— Data —
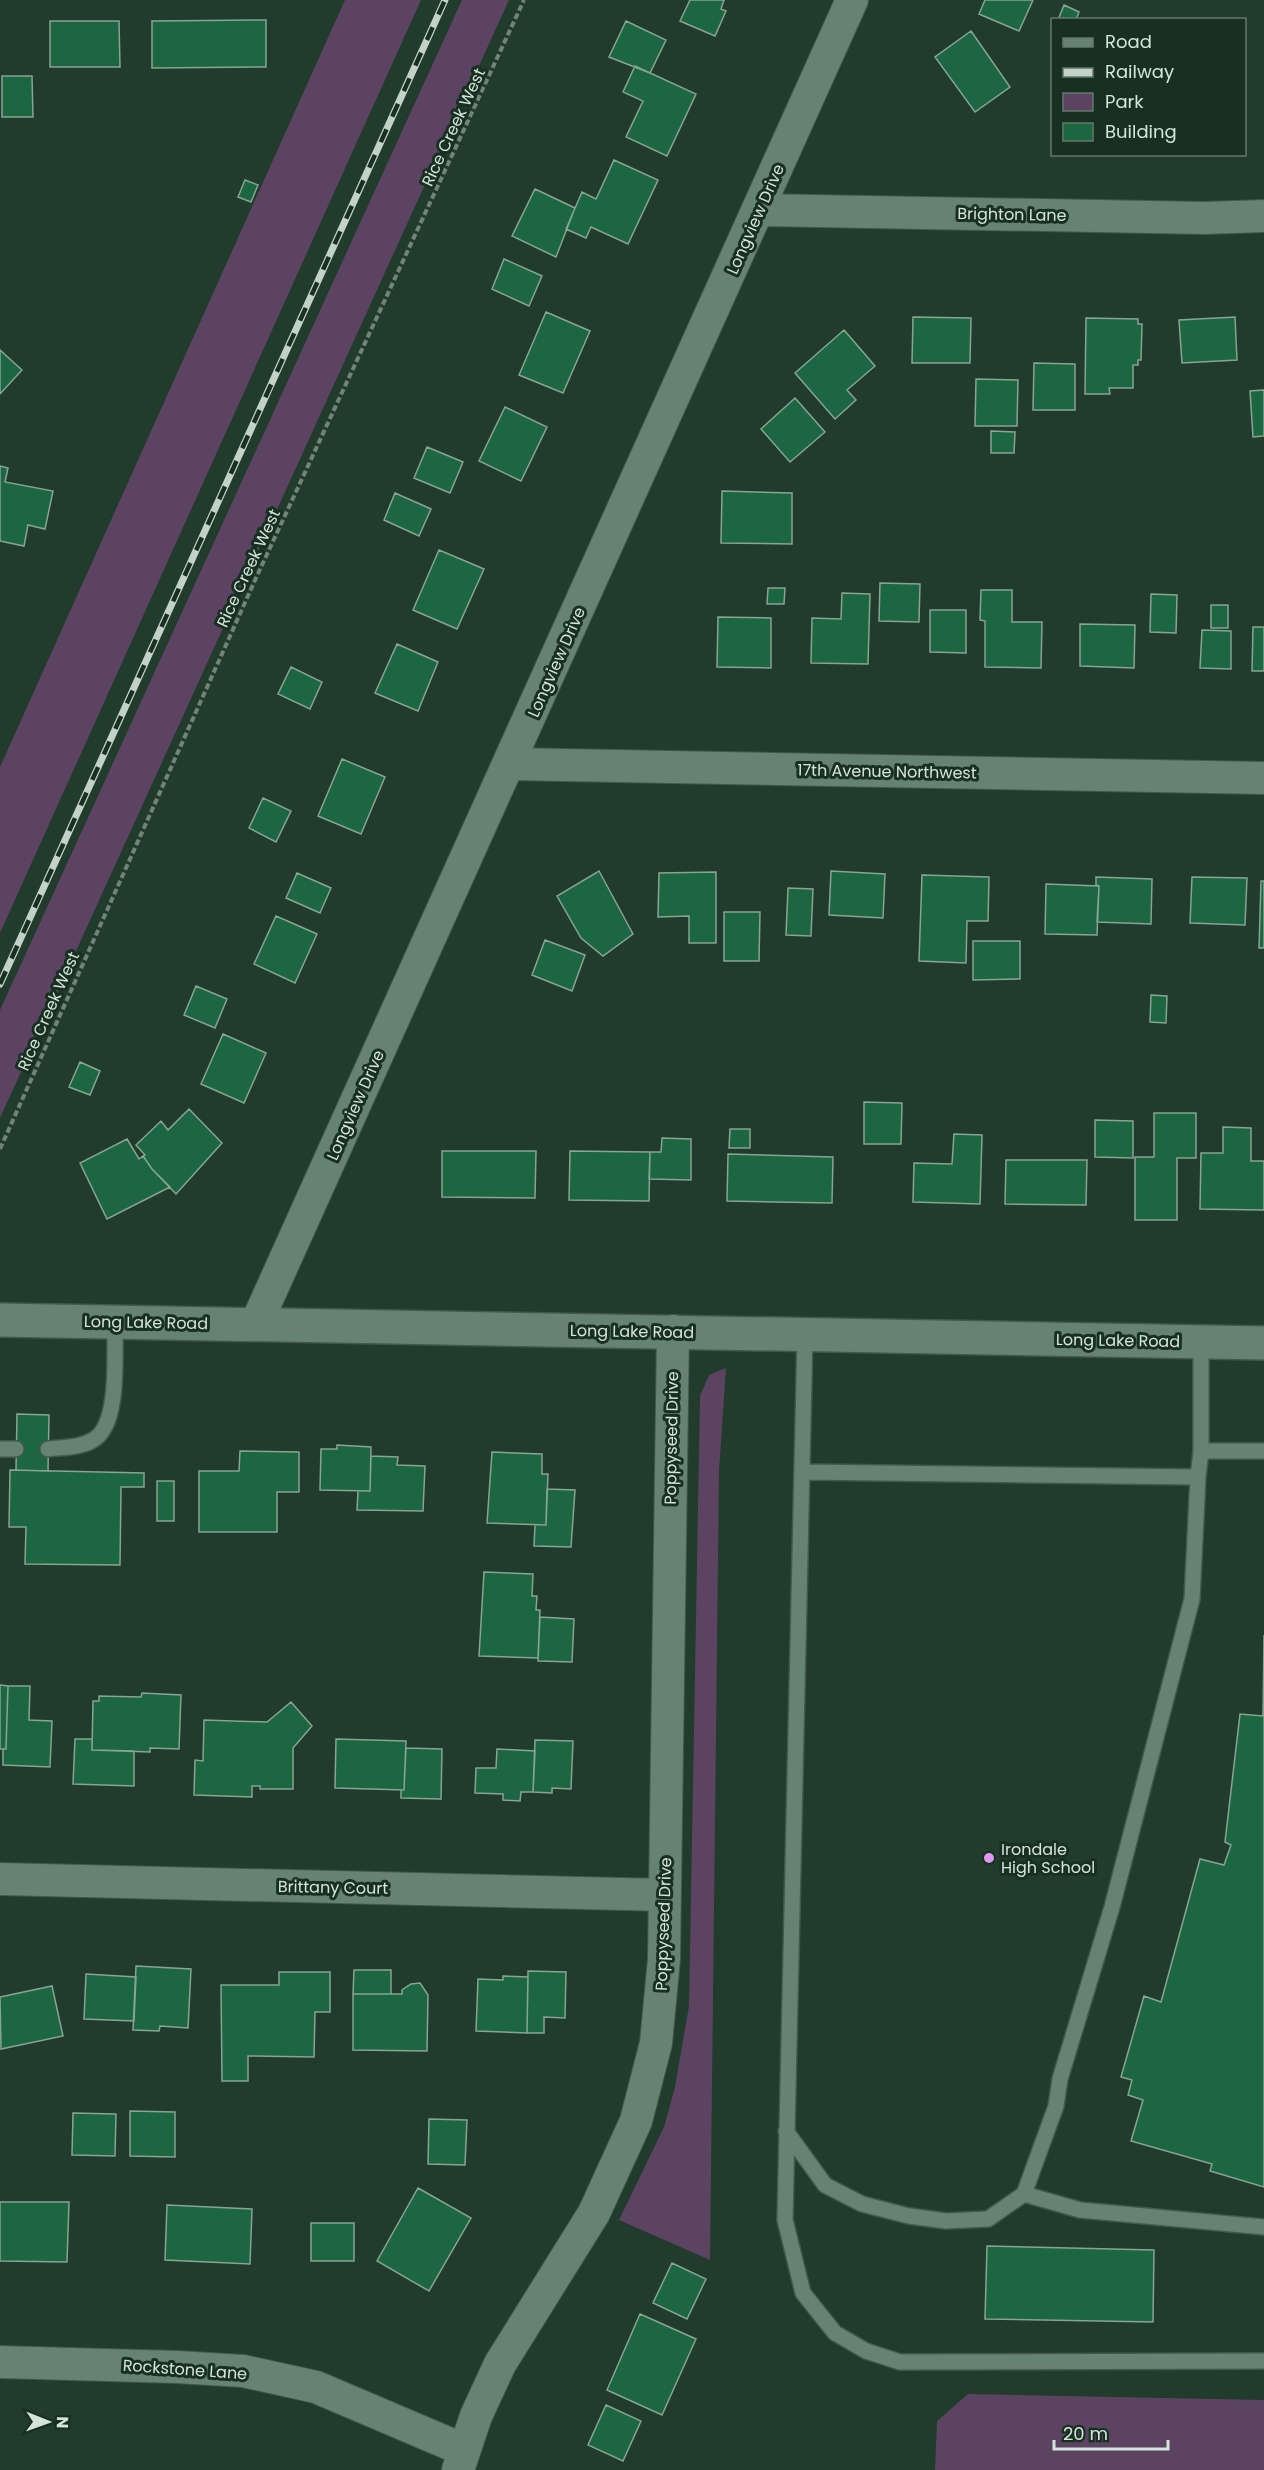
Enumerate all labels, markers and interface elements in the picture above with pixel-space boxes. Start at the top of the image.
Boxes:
legend [1051,18,1246,156]
text: Road [1105,29,1152,54]
text: Railway [1105,59,1174,84]
street label: Rice Creek West [416,64,491,190]
text: Park [1105,89,1144,114]
text: Building [1105,119,1177,144]
street label: Longview Drive [721,160,790,278]
street label: Brighton Lane [957,202,1067,227]
street label: Rice Creek West [211,505,286,631]
street label: Longview Drive [522,603,591,721]
street label: 17th Avenue Northwest [797,758,977,785]
street label: Rice Creek West [12,948,85,1074]
street label: Longview Drive [321,1046,390,1164]
street label: Long Lake Road [84,1310,208,1335]
street label: Long Lake Road [570,1319,694,1344]
street label: Long Lake Road [1056,1328,1180,1353]
street label: Poppyseed Drive [659,1371,684,1505]
place label: Irondale High School [1001,1838,1095,1879]
marker: Irondale High School [982,1851,996,1865]
street label: Poppyseed Drive [650,1857,677,1991]
street label: Brittany Court [278,1875,389,1900]
street label: Rockstone Lane [122,2354,248,2385]
north arrow [18,2392,78,2452]
scale bar [1054,2413,1168,2451]
text: N [51,2416,74,2428]
text: 20 m [1063,2421,1108,2446]

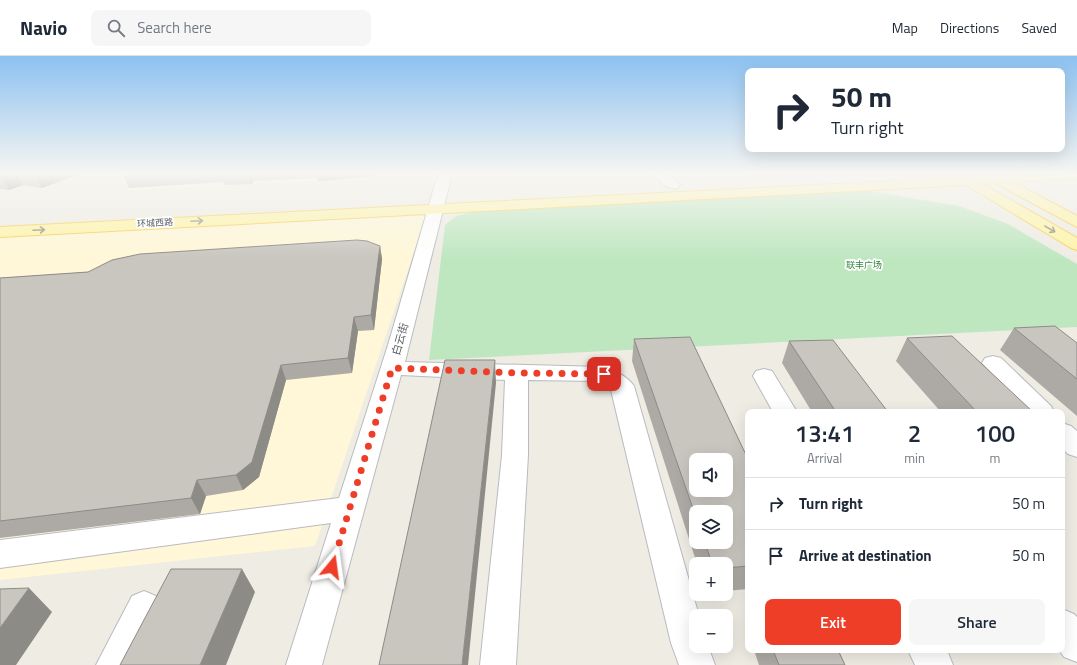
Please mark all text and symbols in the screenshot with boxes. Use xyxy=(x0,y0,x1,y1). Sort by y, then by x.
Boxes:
search box xyxy=(91,10,371,46)
text: Navio xyxy=(20,13,67,42)
text: Search here xyxy=(137,16,212,39)
icon: search xyxy=(105,17,127,39)
text: Map xyxy=(892,17,918,38)
text: Directions xyxy=(940,17,999,38)
text: Saved xyxy=(1021,17,1057,38)
text: 50 m xyxy=(831,75,892,118)
icon: right xyxy=(765,84,817,136)
text: Turn right xyxy=(831,114,904,141)
street label: 环城西路 xyxy=(137,215,173,230)
one-way arrow xyxy=(190,218,203,225)
one-way arrow xyxy=(1044,225,1056,233)
one-way arrow xyxy=(32,226,45,233)
park label: 联丰广场 xyxy=(846,258,882,271)
street label: 白云街 xyxy=(388,321,412,357)
pin xyxy=(587,357,621,391)
icon: arrive xyxy=(593,363,615,385)
text: 13:41 xyxy=(795,415,854,451)
text: 2 xyxy=(908,415,921,451)
text: 100 xyxy=(975,415,1015,451)
text: Arrival xyxy=(807,448,842,468)
text: min xyxy=(904,448,925,468)
text: m xyxy=(990,448,1000,468)
map controls xyxy=(689,453,733,653)
button: sound xyxy=(689,453,733,497)
text: Turn right xyxy=(799,492,863,515)
text: 50 m xyxy=(1012,492,1045,515)
icon: right xyxy=(765,493,787,515)
button: layers xyxy=(689,505,733,549)
text: Arrive at destination xyxy=(799,544,932,567)
text: 50 m xyxy=(1012,544,1045,567)
icon: arrive xyxy=(765,545,787,567)
position arrow xyxy=(311,546,353,588)
button: + xyxy=(689,557,733,601)
button: Exit xyxy=(765,599,901,645)
button: Share xyxy=(909,599,1045,645)
button: − xyxy=(689,609,733,653)

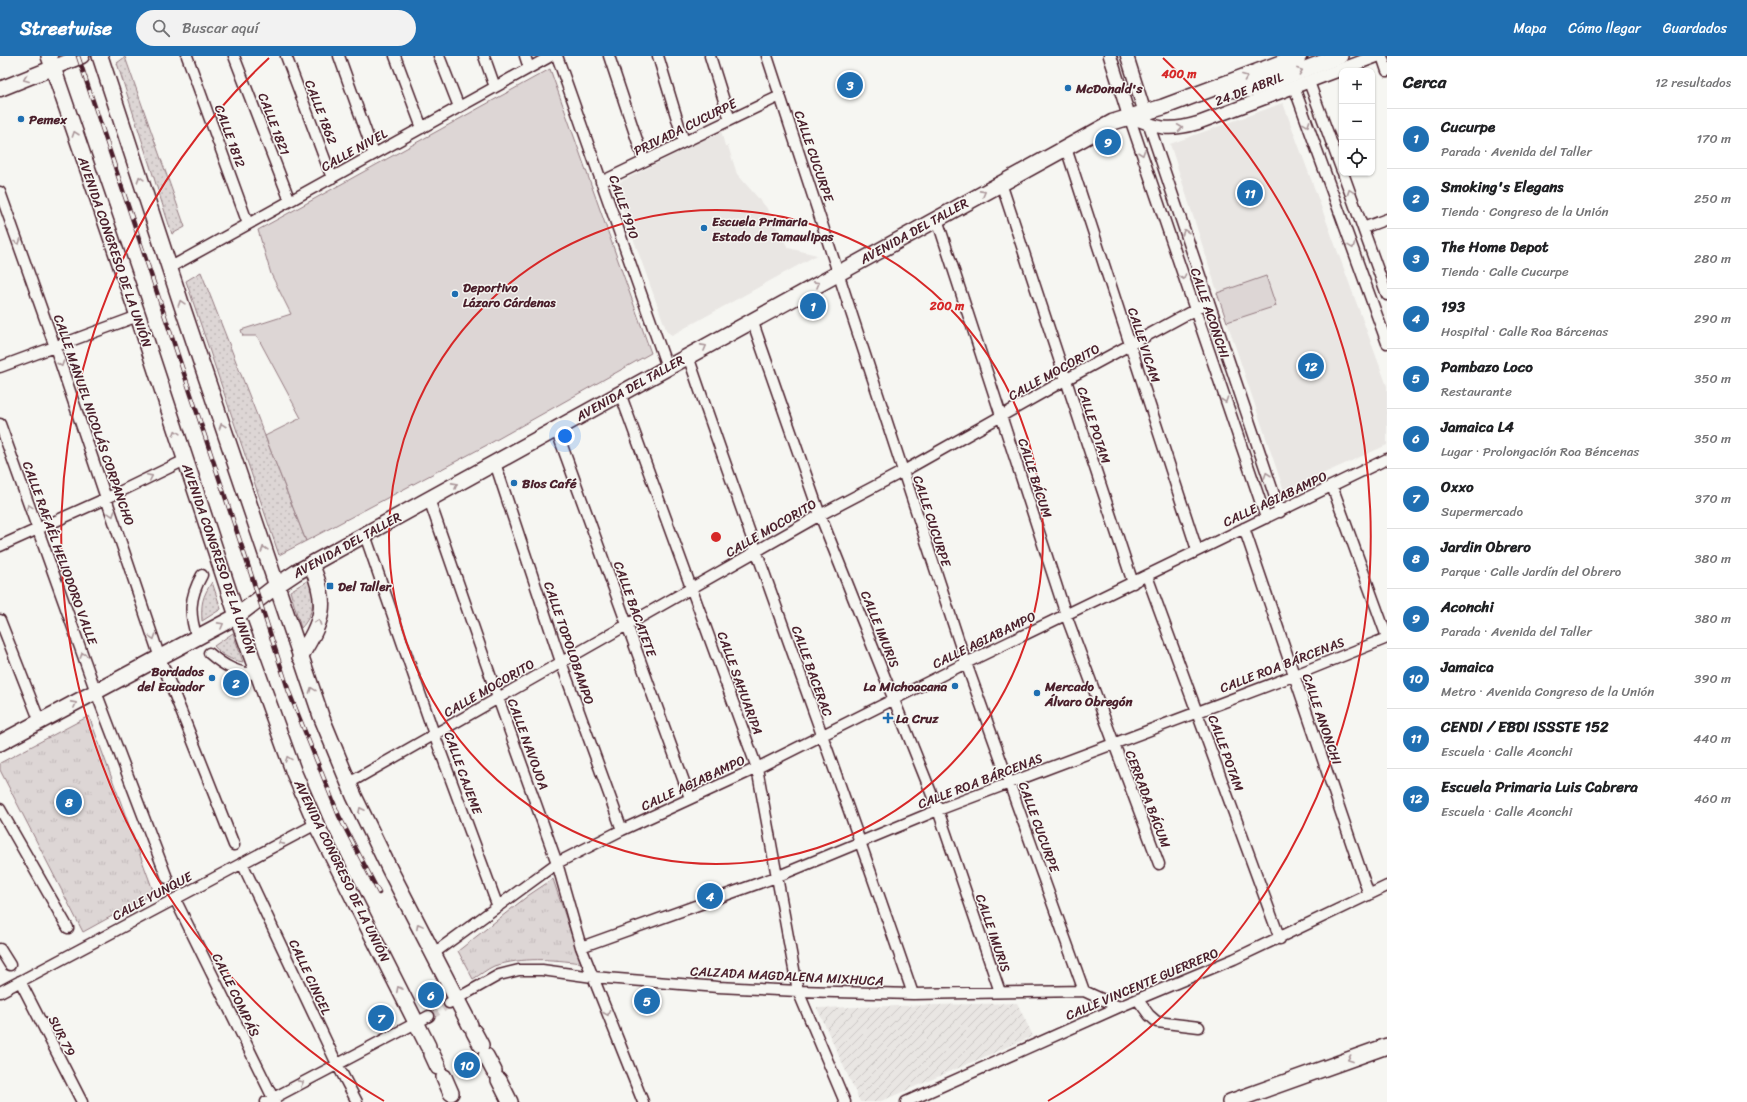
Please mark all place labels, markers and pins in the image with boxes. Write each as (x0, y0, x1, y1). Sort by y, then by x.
pin: 3 (837, 70, 863, 100)
place label: McDonald's (1075, 77, 1143, 100)
marker: McDonald's (1063, 83, 1073, 93)
place label: Pemex (29, 108, 67, 131)
marker: Pemex (16, 114, 26, 124)
pin: 9 (1095, 127, 1121, 157)
pin: 11 (1237, 178, 1263, 208)
place label: Escuela Primaria Estado de Tamaulipas (712, 210, 834, 248)
marker: Escuela Primaria Estado de Tamaulipas (699, 223, 709, 233)
place label: Deportivo Lázaro Cárdenas (463, 276, 556, 314)
marker: Deportivo Lázaro Cárdenas (450, 289, 460, 299)
pin: 1 (800, 291, 826, 321)
pin: 12 (1298, 351, 1324, 381)
place label: Bios Café (522, 472, 577, 495)
marker: Bios Café (509, 478, 519, 488)
centre of rings (709, 530, 723, 544)
place label: Del Taller (338, 575, 392, 598)
marker: Del Taller (325, 581, 335, 591)
place label: Bordados del Ecuador (137, 660, 206, 698)
pin: 2 (223, 668, 249, 698)
marker: Bordados del Ecuador (207, 673, 217, 683)
place label: La Michoacana (864, 675, 947, 698)
place label: Mercado Álvaro Obregón (1044, 675, 1133, 713)
marker: La Michoacana (950, 681, 960, 691)
marker: Mercado Álvaro Obregón (1032, 688, 1042, 698)
place label: La Cruz (896, 707, 939, 730)
marker: La Cruz (883, 713, 893, 723)
pin: 8 (56, 787, 82, 817)
pin: 4 (697, 881, 723, 911)
pin: 6 (418, 980, 444, 1010)
pin: 5 (634, 986, 660, 1016)
pin: 7 (368, 1003, 394, 1033)
pin: 10 (454, 1050, 480, 1080)

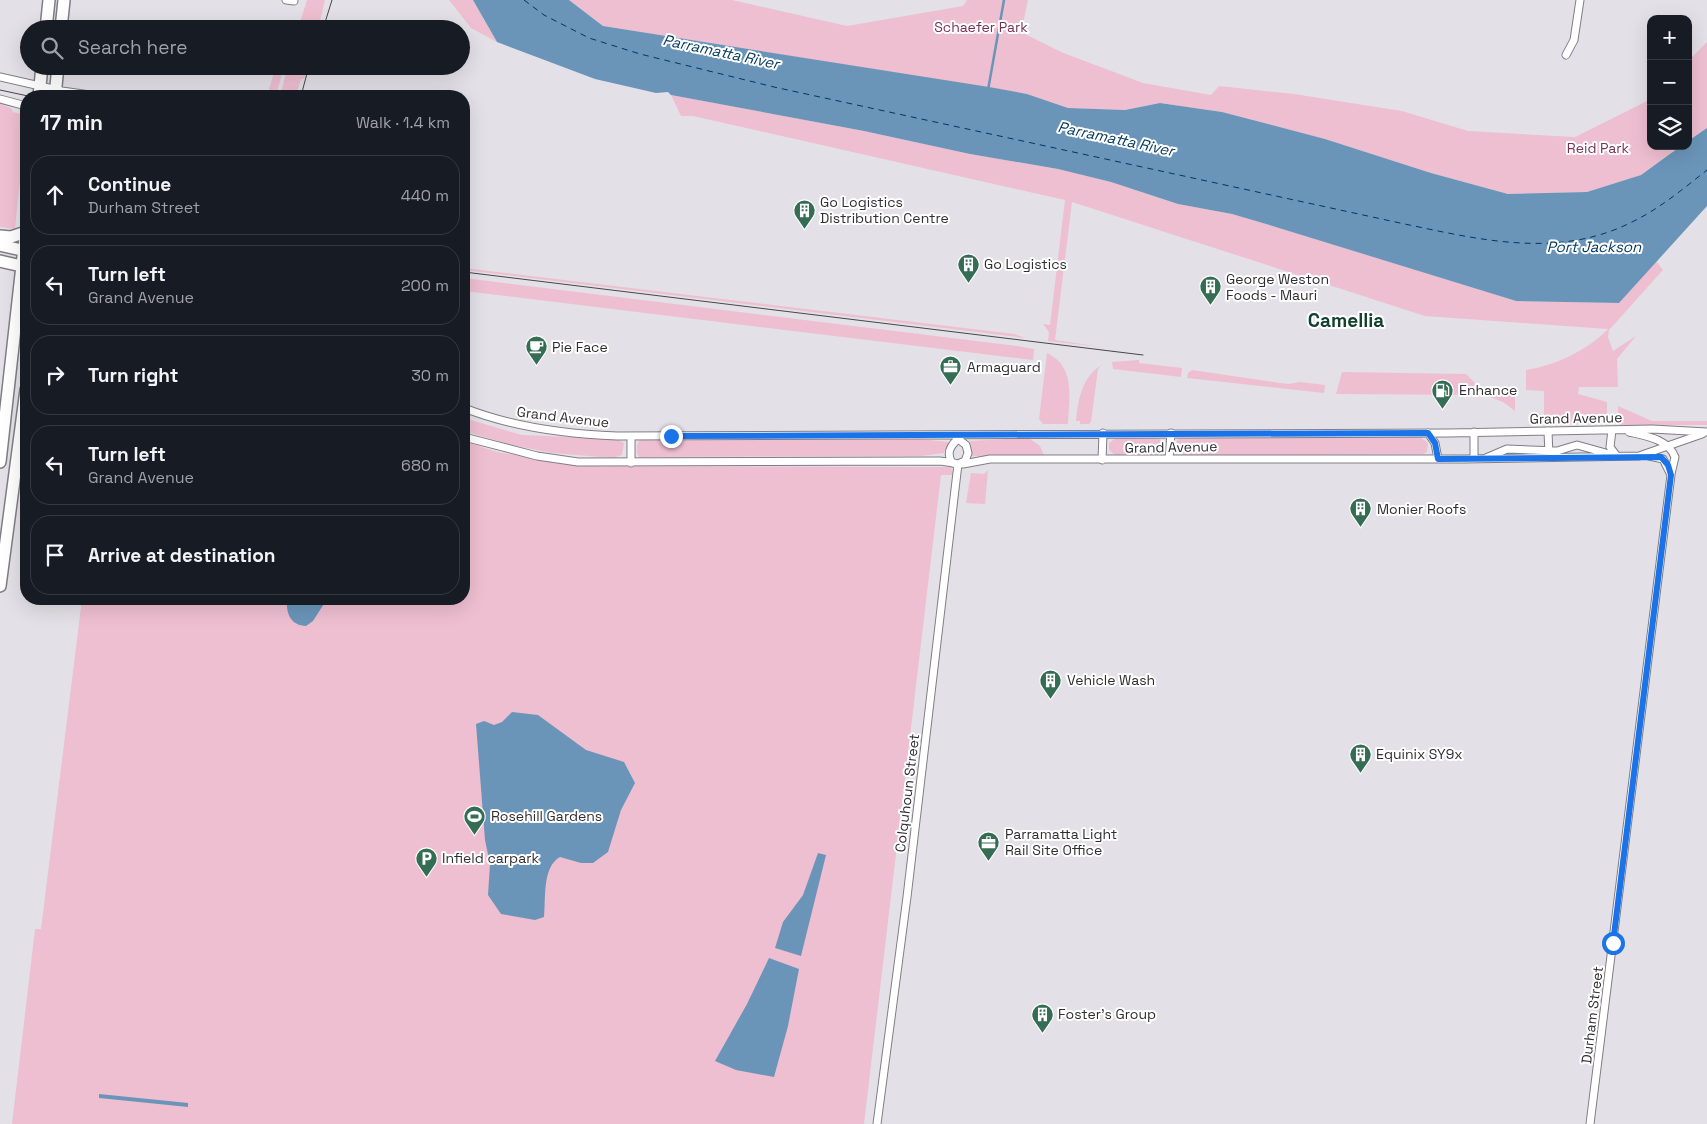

— What to work on —
Would you copy all lines in the records where the string "McDonald" appears?

— Answer box —
place label: McDonald's (1075, 77, 1143, 100)
marker: McDonald's (1063, 83, 1073, 93)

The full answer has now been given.